He lives nearby and has a marvelous pocket garden of his own, every square inch crammed with some perennial or vine. What a wasted opportunity it must seem to someone of his sensibilities to find untilled plots of land, no matter how small. My husband and I knew he was about to strike a couple weeks ago when he whispered to us, “Watch this space,” while gesturing to a sidewalk tree with a barren patch of dirt around it. Fenced off with decorative wrought iron, the plot seemed to cry out for some bit of greenery.
A few days later I walked down that block and did a double take. I paced back up and down the street part way to make sure I had the right spot. I stood there blinking. The space, which had been completely empty a few days earlier, was now full of plants—not seedlings, but mature foxglove, snapdragons, and varied foliage. There was no sign of freshly turned earth. Seriously, it looked as if it had been there all summer. “Were those plants there a few days ago?” I asked a young man sitting on the steps nearby.
“No,” he said.
“Who planted them?” I asked.
Then last weekend I sat on my own stoop photographing my lavender plants when the mystery gardener walked by and exclaimed, “Nice sunflower!” I don’t have sunflowers. I followed the direction of his gaze and noticed for the first time a perfect, foot-high sunflower plant sprouting among the tall wild grasses in front of the vacant row house next door.

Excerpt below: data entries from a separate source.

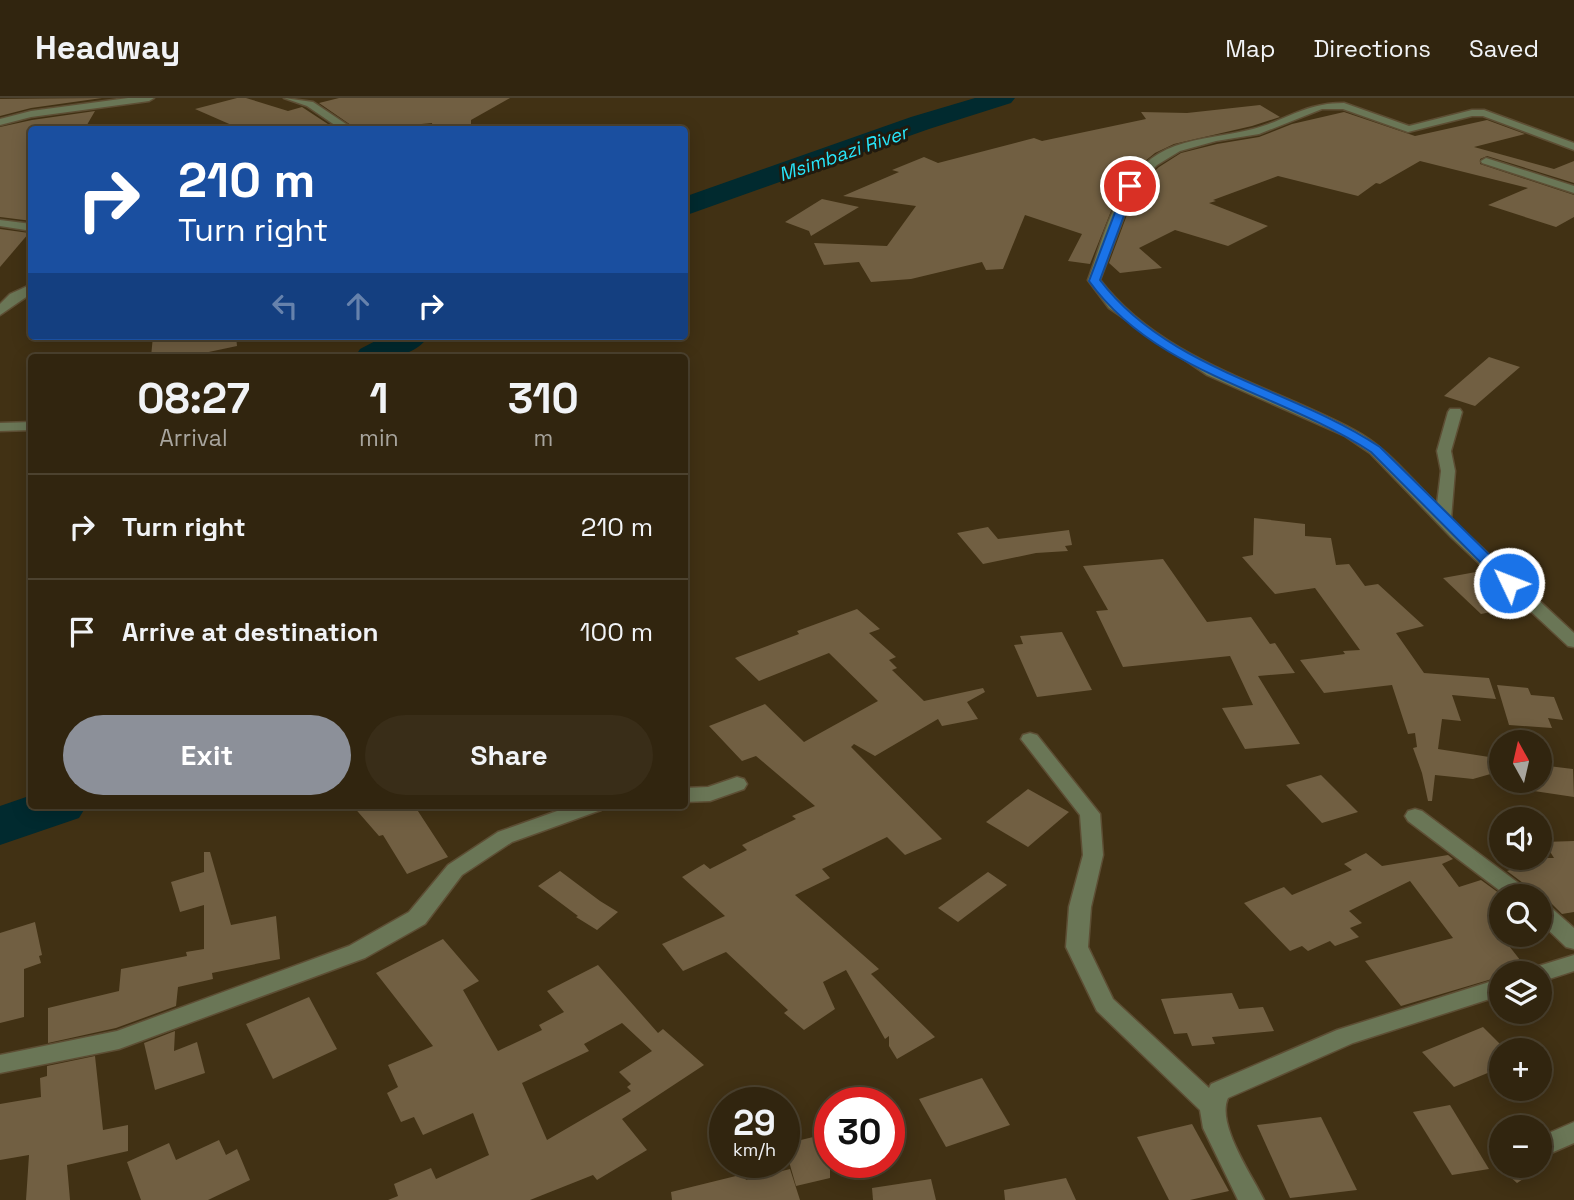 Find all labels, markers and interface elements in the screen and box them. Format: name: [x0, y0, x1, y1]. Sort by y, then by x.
text: Headway: [35, 27, 180, 69]
text: Map: [1225, 33, 1275, 64]
text: Directions: [1313, 33, 1431, 64]
text: Saved: [1469, 33, 1539, 64]
water label: Msimbazi River: [775, 119, 913, 187]
text: 210 m: [178, 149, 315, 211]
icon: right: [63, 154, 154, 245]
pin: [1100, 156, 1160, 216]
icon: arrive: [1111, 167, 1149, 205]
text: Turn right: [178, 210, 328, 250]
icon: left: [266, 287, 304, 325]
icon: ahead: [339, 287, 377, 325]
icon: right: [412, 287, 450, 325]
text: 08:27: [137, 372, 250, 425]
text: 1: [369, 372, 388, 425]
text: 310: [508, 372, 579, 425]
text: Arrival: [159, 423, 228, 453]
text: min: [359, 423, 399, 453]
text: m: [533, 423, 553, 453]
icon: right: [63, 508, 101, 546]
text: Turn right: [122, 510, 246, 544]
text: 210 m: [581, 510, 653, 544]
position arrow: [1472, 546, 1546, 620]
icon: arrive: [63, 613, 101, 651]
text: Arrive at destination: [122, 615, 379, 649]
text: 100 m: [580, 615, 653, 649]
button: Exit: [63, 715, 351, 795]
button: Share: [365, 715, 653, 795]
north arrow: [1489, 730, 1552, 793]
map controls: [1489, 730, 1552, 1178]
button: sound: [1489, 807, 1552, 870]
button: search: [1489, 884, 1552, 947]
button: layers: [1489, 961, 1552, 1024]
button: +: [1489, 1038, 1552, 1101]
speed limit sign: 30: [814, 1087, 905, 1178]
text: 29: [733, 1101, 776, 1145]
button: −: [1489, 1115, 1552, 1178]
text: km/h: [733, 1138, 776, 1161]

Once again, I blinked hard. “Did you plant it?” I asked.
“I don’t know what you’re talking about,” he replied, as he grinned and walked away.
I recently learned that this phenomenon has a name—guerrilla gardening. Often guerrilla gardeners merely sprinkle some seeds on a vacant plot, rather than making miniature gardens appear overnight. If greenery should sprout, who’s to know the seeds didn’t just blow there on the wind? Either way, I love the idea. These blossoms are so pretty, they seem to me like gifts of random kindness. I can’t wait to see our new sunflower bloom and grow.